The nighttime electrical parade has long been a staple of Disney parks.  It all began at Disneyland, with the Main Street Electrical Parade, which in its current iteration for the 60th Anniversary has evolved into the Paint the Night Electrical Parade.  Paint the Night, of course, originated in Hong Kong  Meanwhile, over at Walt Disney World, there was Spectromagic, which both replaced and was replacyed by the Florida version of the Main Street Electrical Parade.

Tokyo Disneyland, however, might have the most spectacular, and definitely the most photogenic.  The Tokyo Disneyland Electrical Parade Dreamlights is just that: a dream of illumination.  And when I say that it might be the most beautiful, I mean it.  Even though Paint the Night is newer, fancier, and has more advanced technology, there is something dazzling in the detail and richness of Dreamlights.  And though Paint the Night definitely has the better theme (Dreamlights reuses the regular Main Street Electrical Parade refrains, which isn't bad--I just love the Paint the Night theme that much), Dreamlights is longer, has more characters, features more complex float designs, and generally demonstrates why the Japanese are superior to us in every way. 

The Blue Fairy ushers in the Tokyo Disneyland Dreamlights parade.
It's necessary, though.  The Japanese have a very high demand for shows--and high quality shows to boot.  There is a plethora of parades, stage shows, sideshows, and spectaculars at both parks, and they are all consistently packed. 
A luminous knight accompanies.
So when I showed up in The Hub to watch both this and Once Upon a Time, I figured the best way to shoot it would be with my trusty Nikon 70-200mm f/2.8 telephoto lens.  And fortunately, I think the photos turned out rather well.  Take a look!

This was taken during Christmas, so it's technically the holiday version of the parade, which is mostly the same as the regular.

Just in case you weren't sure of the parade name, there it is!

Mickey and friends are here to welcome guests right away.

And we get right into the floats, starting with Alice on the Chesire Cat.

Snow White comes next, attended by a woodland meadow of furry critters.
Afterward comes Pete and his dragon.

This is a clear tribute to the original Main Street Electrical Parade's iconic float.

Afterward, Peter Pan, Wendy, Captain Hook, and Smee are engaged in a battle.

The sails are screens with various changing designs.

We dive underwater with Crush and company.

There's a very giant Nemo!

The Pixar spree continues with the Toy Story gang.

Then come Mike, Sulley, and Boo.
Back to hand-drawn classics, such as Aladdin and Jasmine.

Genie is right behind.

You can see the detail in the lights.

The changing patterns match the "Friend Like Me" zaniness wonderfully.

Tangled comes next.

Flynn and Rapunzel greet guests aboard a gorgeously lit float, rich with detail and depth.

If there was a movie meant for an illuminated parade float, this was it!

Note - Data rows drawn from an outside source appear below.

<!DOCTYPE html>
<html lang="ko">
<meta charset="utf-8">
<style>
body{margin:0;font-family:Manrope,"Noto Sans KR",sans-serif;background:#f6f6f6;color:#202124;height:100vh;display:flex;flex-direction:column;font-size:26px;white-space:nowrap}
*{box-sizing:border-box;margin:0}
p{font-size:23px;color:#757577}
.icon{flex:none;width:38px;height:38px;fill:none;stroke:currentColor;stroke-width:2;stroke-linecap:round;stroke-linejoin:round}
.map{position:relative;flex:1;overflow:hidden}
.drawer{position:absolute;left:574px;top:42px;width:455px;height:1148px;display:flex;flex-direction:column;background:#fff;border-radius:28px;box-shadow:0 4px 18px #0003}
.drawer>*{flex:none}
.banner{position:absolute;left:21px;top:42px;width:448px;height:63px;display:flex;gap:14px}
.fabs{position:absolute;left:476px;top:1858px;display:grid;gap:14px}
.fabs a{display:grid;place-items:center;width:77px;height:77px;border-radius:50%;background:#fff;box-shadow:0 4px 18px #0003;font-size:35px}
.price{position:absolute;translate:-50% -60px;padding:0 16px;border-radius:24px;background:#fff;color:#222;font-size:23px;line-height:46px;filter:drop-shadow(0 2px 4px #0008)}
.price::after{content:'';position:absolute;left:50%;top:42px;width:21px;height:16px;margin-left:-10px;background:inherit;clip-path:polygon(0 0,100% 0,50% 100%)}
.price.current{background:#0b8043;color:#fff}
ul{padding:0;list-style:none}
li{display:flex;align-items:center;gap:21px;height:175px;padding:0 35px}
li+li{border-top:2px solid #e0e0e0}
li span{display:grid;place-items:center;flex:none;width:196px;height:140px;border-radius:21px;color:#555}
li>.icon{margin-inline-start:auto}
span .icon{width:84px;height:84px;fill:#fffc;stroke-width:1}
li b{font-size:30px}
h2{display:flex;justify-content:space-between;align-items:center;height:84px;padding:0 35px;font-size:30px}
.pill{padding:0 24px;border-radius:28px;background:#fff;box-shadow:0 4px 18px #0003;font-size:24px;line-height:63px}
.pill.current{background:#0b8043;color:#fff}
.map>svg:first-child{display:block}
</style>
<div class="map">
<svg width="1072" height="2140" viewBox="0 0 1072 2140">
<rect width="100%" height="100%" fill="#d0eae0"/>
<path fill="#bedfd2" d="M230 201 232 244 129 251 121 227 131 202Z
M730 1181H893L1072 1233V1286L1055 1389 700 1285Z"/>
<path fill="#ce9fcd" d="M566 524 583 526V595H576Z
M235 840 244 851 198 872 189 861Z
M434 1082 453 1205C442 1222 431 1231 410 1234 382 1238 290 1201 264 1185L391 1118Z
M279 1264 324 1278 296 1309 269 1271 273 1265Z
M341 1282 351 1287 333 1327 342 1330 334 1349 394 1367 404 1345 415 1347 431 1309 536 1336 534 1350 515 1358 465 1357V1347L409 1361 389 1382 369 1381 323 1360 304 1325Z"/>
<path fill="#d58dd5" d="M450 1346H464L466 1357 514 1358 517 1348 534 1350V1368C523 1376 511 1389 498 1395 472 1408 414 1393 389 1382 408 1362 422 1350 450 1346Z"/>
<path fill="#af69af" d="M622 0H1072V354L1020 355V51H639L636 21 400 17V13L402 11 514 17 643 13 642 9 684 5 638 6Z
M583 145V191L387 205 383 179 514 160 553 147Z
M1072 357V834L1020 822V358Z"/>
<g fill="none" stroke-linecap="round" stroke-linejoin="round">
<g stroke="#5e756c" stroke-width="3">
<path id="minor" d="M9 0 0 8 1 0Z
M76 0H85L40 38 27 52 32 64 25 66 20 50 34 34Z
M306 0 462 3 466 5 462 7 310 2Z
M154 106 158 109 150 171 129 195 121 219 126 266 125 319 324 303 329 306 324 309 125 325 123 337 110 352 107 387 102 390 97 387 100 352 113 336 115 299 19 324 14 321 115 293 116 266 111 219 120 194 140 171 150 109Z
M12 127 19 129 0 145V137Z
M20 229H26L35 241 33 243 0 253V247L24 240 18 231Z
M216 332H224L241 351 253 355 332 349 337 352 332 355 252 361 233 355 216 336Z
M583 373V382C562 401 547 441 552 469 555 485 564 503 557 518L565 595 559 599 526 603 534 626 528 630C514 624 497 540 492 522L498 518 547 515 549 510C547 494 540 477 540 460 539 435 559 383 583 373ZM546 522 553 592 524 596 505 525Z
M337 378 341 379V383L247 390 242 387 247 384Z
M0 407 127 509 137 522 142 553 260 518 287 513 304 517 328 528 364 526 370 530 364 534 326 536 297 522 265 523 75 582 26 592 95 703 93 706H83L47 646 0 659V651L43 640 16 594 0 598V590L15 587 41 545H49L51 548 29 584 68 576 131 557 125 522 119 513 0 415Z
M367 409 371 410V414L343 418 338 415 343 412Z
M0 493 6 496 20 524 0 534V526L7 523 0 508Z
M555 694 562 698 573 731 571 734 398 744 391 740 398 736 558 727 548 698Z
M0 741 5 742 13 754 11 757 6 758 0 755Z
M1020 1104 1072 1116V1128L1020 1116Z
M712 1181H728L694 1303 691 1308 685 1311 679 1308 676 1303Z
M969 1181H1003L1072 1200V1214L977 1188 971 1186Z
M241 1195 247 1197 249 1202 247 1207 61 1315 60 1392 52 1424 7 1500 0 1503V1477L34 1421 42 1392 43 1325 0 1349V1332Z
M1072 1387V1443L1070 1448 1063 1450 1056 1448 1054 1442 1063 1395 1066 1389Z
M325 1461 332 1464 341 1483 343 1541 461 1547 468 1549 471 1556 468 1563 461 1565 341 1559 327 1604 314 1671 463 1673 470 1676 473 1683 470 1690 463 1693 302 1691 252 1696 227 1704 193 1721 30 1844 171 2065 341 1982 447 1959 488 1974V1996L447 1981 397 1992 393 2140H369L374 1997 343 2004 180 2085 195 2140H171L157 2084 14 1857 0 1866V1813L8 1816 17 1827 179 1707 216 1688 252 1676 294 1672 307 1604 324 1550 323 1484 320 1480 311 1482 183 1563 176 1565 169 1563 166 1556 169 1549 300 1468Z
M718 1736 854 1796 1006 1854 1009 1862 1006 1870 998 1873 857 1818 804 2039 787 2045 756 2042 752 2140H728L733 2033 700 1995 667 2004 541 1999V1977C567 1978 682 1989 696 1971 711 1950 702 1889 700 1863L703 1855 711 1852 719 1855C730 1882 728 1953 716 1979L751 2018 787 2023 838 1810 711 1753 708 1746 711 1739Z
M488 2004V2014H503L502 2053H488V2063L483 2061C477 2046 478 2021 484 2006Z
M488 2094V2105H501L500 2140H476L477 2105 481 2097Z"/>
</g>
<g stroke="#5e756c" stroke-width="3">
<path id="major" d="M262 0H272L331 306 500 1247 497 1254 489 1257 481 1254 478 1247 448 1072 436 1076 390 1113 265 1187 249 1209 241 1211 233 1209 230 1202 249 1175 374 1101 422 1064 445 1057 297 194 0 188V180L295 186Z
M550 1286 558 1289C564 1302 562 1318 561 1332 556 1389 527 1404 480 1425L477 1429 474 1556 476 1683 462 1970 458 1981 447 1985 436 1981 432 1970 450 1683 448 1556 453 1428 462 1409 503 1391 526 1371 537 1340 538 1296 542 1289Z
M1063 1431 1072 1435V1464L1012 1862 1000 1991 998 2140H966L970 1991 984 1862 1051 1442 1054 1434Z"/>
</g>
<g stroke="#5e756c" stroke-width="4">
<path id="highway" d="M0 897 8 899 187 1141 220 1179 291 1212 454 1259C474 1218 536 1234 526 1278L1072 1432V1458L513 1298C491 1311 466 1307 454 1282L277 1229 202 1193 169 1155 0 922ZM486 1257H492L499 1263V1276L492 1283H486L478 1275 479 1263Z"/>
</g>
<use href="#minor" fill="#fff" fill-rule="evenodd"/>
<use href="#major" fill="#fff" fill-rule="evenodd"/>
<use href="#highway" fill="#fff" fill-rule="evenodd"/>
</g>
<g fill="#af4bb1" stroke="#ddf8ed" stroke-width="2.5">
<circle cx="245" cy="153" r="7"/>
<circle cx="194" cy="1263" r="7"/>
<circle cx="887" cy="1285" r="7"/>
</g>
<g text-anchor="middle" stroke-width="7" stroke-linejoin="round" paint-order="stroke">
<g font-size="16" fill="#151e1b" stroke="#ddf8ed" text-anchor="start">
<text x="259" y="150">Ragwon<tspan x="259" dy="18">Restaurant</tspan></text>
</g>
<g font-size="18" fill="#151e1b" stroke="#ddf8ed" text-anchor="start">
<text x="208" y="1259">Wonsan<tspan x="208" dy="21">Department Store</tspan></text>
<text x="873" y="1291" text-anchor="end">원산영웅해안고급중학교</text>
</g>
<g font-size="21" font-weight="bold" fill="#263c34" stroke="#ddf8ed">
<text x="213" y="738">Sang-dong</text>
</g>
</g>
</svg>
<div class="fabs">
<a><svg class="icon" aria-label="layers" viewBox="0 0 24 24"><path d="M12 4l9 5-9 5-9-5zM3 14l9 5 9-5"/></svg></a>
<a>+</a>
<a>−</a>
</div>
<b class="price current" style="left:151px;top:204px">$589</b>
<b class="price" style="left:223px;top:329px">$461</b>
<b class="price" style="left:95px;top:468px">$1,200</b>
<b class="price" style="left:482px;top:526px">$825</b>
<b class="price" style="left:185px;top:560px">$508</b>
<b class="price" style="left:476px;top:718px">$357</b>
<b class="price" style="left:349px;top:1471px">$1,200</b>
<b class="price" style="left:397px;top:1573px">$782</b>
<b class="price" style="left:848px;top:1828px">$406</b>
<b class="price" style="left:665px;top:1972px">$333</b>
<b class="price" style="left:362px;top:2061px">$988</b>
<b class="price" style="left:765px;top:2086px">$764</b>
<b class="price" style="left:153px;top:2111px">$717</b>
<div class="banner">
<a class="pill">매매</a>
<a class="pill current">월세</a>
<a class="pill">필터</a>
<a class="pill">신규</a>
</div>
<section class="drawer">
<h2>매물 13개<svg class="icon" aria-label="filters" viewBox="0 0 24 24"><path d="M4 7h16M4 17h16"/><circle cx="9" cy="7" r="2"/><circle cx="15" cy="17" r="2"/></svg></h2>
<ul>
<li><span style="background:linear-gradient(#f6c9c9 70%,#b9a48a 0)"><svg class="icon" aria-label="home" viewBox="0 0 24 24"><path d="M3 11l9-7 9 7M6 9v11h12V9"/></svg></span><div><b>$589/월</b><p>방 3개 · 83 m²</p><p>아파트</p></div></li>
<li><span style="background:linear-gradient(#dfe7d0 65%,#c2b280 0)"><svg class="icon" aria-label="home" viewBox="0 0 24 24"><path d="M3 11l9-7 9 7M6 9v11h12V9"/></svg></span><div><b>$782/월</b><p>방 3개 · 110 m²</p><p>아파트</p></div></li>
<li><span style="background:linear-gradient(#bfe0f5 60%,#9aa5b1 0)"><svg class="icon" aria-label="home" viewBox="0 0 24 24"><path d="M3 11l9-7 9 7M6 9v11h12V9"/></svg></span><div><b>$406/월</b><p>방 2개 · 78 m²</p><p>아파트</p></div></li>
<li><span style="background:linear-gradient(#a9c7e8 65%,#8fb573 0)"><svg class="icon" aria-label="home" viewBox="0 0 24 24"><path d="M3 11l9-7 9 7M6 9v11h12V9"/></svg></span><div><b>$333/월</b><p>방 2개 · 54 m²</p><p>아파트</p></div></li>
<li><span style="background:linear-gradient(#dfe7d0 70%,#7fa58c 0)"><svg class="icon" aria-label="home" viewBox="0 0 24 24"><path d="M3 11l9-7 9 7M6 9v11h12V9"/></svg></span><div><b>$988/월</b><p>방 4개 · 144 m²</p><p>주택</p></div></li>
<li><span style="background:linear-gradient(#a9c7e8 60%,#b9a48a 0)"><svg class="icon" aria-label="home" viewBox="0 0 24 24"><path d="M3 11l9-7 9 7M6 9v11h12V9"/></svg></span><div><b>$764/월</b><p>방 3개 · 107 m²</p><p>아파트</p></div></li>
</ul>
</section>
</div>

Rapunzel and Flynn are followed by Cinderella and her Fairy Godmother.

Cinderella's sporting one beautiful dress!

And behind, Prince Charming, looking regal.

The royal court is in attendance too.

Tinker Bell and her friends make an appearance.

It's odd that they're not with Peter Pan, but this whole parade is more a series of beautiful moving scenes anyway.

Donald, Daisy, and the Three Little Pigs come next. 

There's no cohesion in the progression, but who cares?  The parade is spectacular.

Chip and Dale float on by.  Pun intended.
Hi, Dale!!

Then comes a series of floats that have an "It's a Small World" vibe to them in my opinion.  Here's Pinocchio and Geppetto.
Stitch and Lilo are in the back half.  The Japanese LOVE Stitch.
The whole float.
The Three Caballeros, plus Pluto and an Aristocat.

Well, not three, I suppose. Just Jose and Panchito.
And strangely, from the Aristocats, it's only Marie present and none of the other felines.
But thus ends the parade! And as I quickly found out, all parades must have a float for the sponsor. So there you go!